JP2006318957A - Method of detecting eccentricity in susceptor of vapor phase deposition apparatus - Google Patents

Abstract

<P>PROBLEM TO BE SOLVED: To provide a method of detecting eccentricity in a susceptor in rotation in a vapor phase deposition apparatus having the susceptor for arranging a substrate at a prescribed position. <P>SOLUTION: The periphery of a rotating shaft 8 in the susceptor 1 is surrounded for providing a conductive eccentricity detection member 5, and it is detected whether the susceptor 1 becomes eccentric according to the presence or absence of electrical continuity caused by allowing the conductive eccentricity detection member 5 to come into contact with the rotating shaft 8 of the susceptor 1. <P>COPYRIGHT: (C)2007,JPO&INPIT

Description

  The present invention relates to a method for detecting susceptor eccentricity in an apparatus in which a substrate is placed on a susceptor installed in a reaction furnace and a single crystal, polycrystalline, or amorphous thin film is vapor-phase grown on each substrate.

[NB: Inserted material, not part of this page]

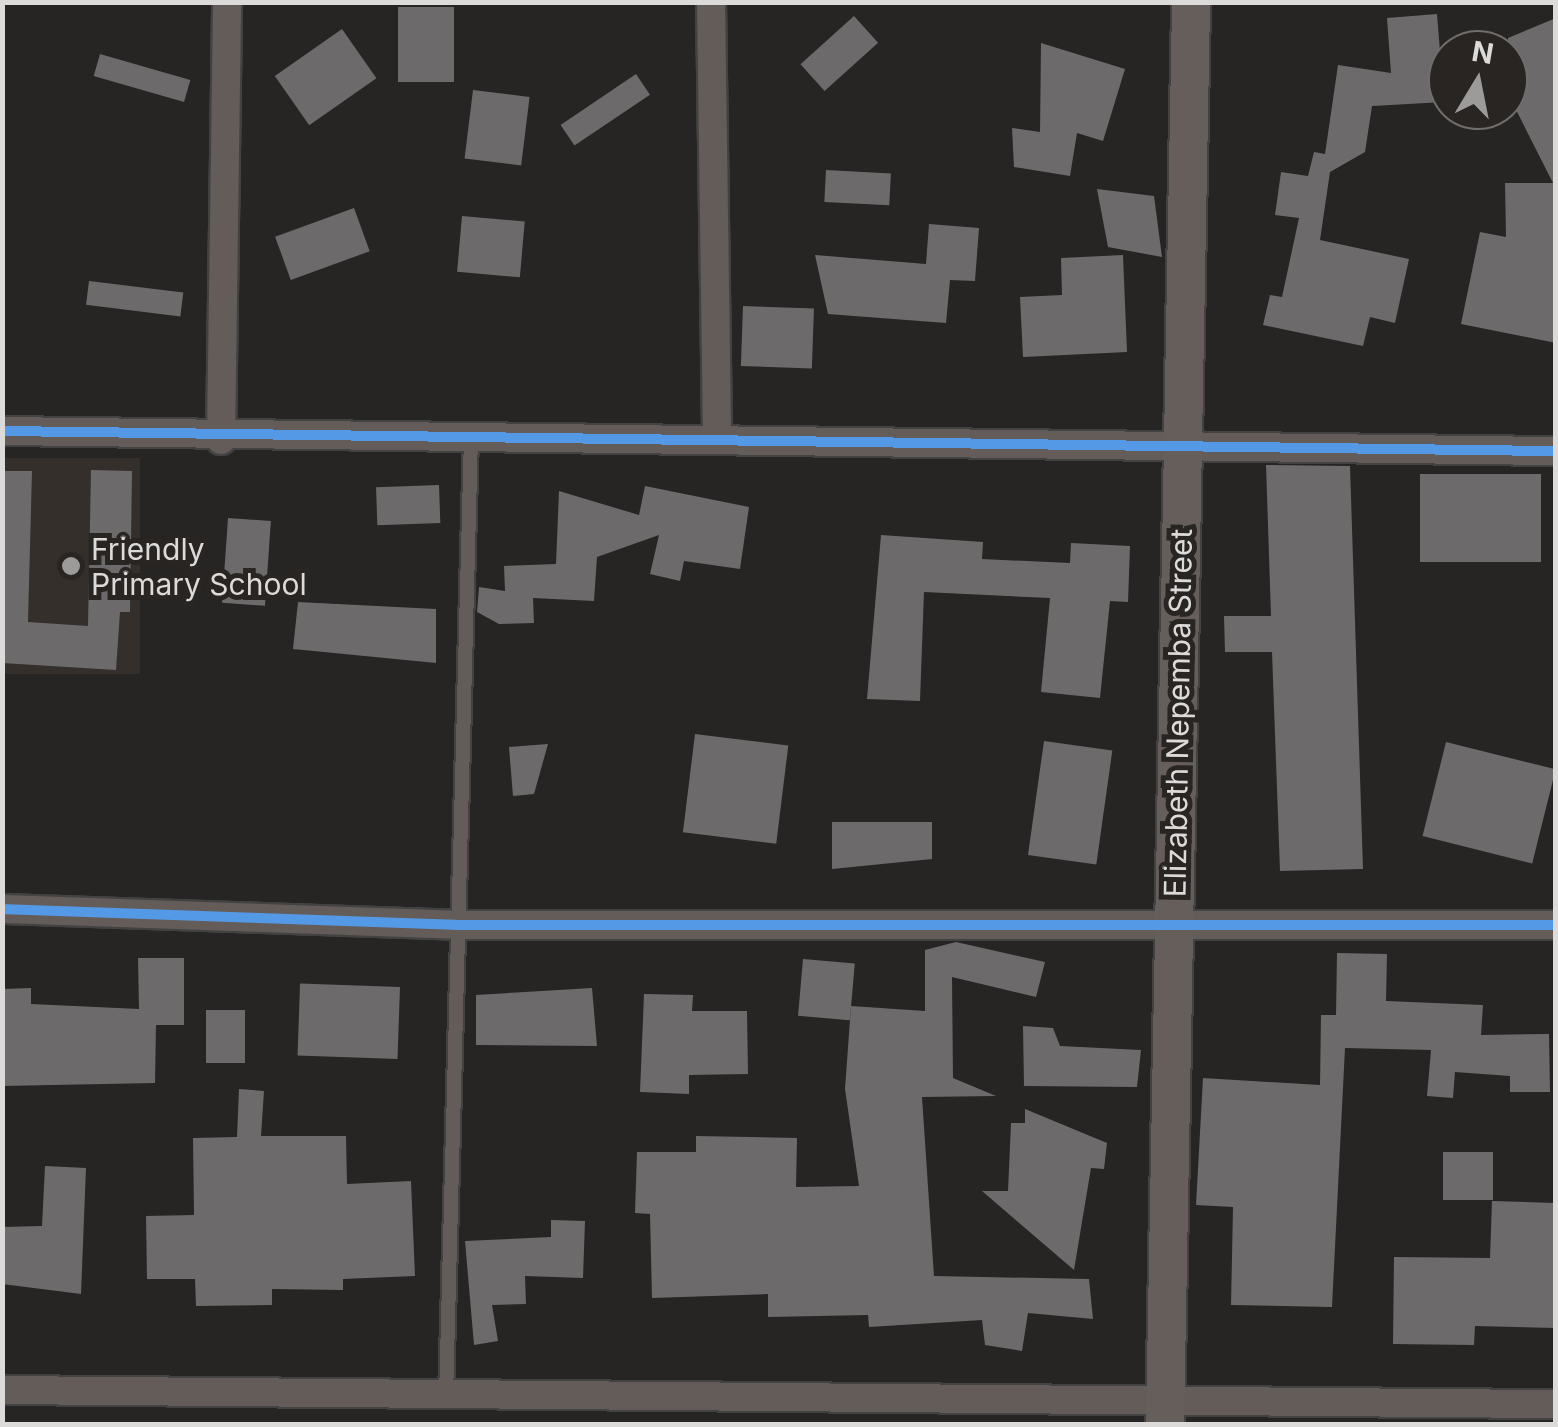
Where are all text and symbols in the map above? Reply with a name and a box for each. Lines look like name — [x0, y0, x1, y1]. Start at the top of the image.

  Laminated structures of compound semiconductor epitaxial crystals such as GaAs, InGaP, AlGaAs, and AlGaInP are widely used as electronic devices such as HEMT (High Electron Mobility Transistor) and HBT (Heterojunction Bipolar Transistor), and light emitting devices such as LEDs and lasers. . In general, these compound semiconductor electron / light-emitting devices are generally obtained by sequentially depositing a compound semiconductor crystal having a desired composition and thickness on a substrate such as GaAs using a crystal growth method such as MOVPE (metal organic vapor phase epitaxy). Epitaxially grow.

  In vapor phase epitaxy, a type of epitaxial growth method that forms a thin film on a substrate, a high quality crystal with uniform film thickness distribution, specific resistance distribution, etc. is grown. There is a method of growing while rotating the susceptor on which the substrate is arranged so as to be uniform. Among them, a method of fixing a substrate in a crystal growth apparatus (reaction furnace) so that the crystal growth surface faces downward (for example, refer to Patent Document 1) is called a face-down type. The face-down type is excellent in creating a fine layered structure because extra convection is unlikely to occur when supplying the source gas to the substrate, and surface deposits also occur because deposits accumulated in the furnace rarely fall on the substrate surface. It has the advantage of being difficult.

  FIG. 3 is a longitudinal sectional view showing a part of a conventional face-down type vapor phase growth apparatus (reactor).

  A raw material gas supply port (inlet) 21 is provided on one side and a gas is provided on the opposite side in order to form a flow channel 20 serving as a gas flow path for raw material gas or the like in an intermediate portion in the vertical direction in the vapor phase growth apparatus (reactor). A horizontal reaction tube 2 having an exhaust port (outlet) 22 is disposed. In the upper wall of the flow channel 20, that is, in the upper wall of the horizontal reaction tube 2, a flow channel opening 9 is provided at the center, and a plurality of semiconductor substrates 4 are placed in the flow channel opening 9. The holding susceptor 1 is rotatably fitted.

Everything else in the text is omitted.